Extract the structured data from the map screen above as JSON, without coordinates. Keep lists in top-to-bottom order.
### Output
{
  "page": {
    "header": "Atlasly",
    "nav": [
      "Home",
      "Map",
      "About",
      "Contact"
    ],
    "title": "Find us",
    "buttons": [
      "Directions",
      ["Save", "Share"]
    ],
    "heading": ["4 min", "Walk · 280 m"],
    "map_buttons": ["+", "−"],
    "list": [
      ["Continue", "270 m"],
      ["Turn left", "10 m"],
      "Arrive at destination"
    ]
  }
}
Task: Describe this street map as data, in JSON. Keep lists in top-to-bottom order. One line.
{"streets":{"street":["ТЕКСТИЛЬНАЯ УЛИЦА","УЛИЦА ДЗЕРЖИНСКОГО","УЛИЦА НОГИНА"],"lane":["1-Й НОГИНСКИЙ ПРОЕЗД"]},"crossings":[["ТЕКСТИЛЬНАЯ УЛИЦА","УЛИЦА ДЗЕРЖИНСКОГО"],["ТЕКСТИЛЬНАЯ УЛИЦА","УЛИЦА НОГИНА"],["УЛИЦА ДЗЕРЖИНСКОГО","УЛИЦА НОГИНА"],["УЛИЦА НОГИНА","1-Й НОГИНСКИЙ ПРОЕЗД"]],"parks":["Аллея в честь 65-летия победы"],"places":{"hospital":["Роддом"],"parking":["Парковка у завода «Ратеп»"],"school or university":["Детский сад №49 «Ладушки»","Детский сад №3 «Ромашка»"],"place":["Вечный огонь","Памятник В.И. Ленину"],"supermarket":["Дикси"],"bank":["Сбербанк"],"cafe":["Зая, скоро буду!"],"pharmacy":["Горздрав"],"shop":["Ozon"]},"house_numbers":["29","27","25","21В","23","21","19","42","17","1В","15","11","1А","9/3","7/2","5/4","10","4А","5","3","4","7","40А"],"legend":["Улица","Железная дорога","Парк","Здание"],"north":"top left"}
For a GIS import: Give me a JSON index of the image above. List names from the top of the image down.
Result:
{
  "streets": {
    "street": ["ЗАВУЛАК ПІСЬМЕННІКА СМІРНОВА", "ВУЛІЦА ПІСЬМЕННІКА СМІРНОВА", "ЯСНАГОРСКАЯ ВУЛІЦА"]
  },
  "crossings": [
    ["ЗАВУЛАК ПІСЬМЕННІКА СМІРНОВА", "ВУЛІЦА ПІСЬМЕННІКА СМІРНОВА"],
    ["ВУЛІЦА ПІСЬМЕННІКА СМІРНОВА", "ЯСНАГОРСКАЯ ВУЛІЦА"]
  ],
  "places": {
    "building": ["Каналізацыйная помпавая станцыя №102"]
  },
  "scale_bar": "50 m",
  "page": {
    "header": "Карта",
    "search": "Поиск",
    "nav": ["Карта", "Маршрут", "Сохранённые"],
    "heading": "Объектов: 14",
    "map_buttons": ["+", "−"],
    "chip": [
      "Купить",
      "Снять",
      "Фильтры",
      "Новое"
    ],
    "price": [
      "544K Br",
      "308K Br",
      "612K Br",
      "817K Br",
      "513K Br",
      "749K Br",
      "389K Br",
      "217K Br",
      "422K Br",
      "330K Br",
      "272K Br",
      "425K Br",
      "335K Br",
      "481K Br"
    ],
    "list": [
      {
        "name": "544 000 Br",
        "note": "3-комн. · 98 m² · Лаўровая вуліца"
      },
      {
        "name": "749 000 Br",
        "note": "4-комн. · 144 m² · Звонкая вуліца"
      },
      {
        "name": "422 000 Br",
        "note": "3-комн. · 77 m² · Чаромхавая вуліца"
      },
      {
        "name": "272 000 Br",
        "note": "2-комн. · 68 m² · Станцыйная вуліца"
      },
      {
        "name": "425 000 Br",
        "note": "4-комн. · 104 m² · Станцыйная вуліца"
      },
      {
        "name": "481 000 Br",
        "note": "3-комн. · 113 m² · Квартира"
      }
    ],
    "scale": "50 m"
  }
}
──────────
On how many lines of the listing does the string "from" appear? Only the number should be given.

» Output for this task:
2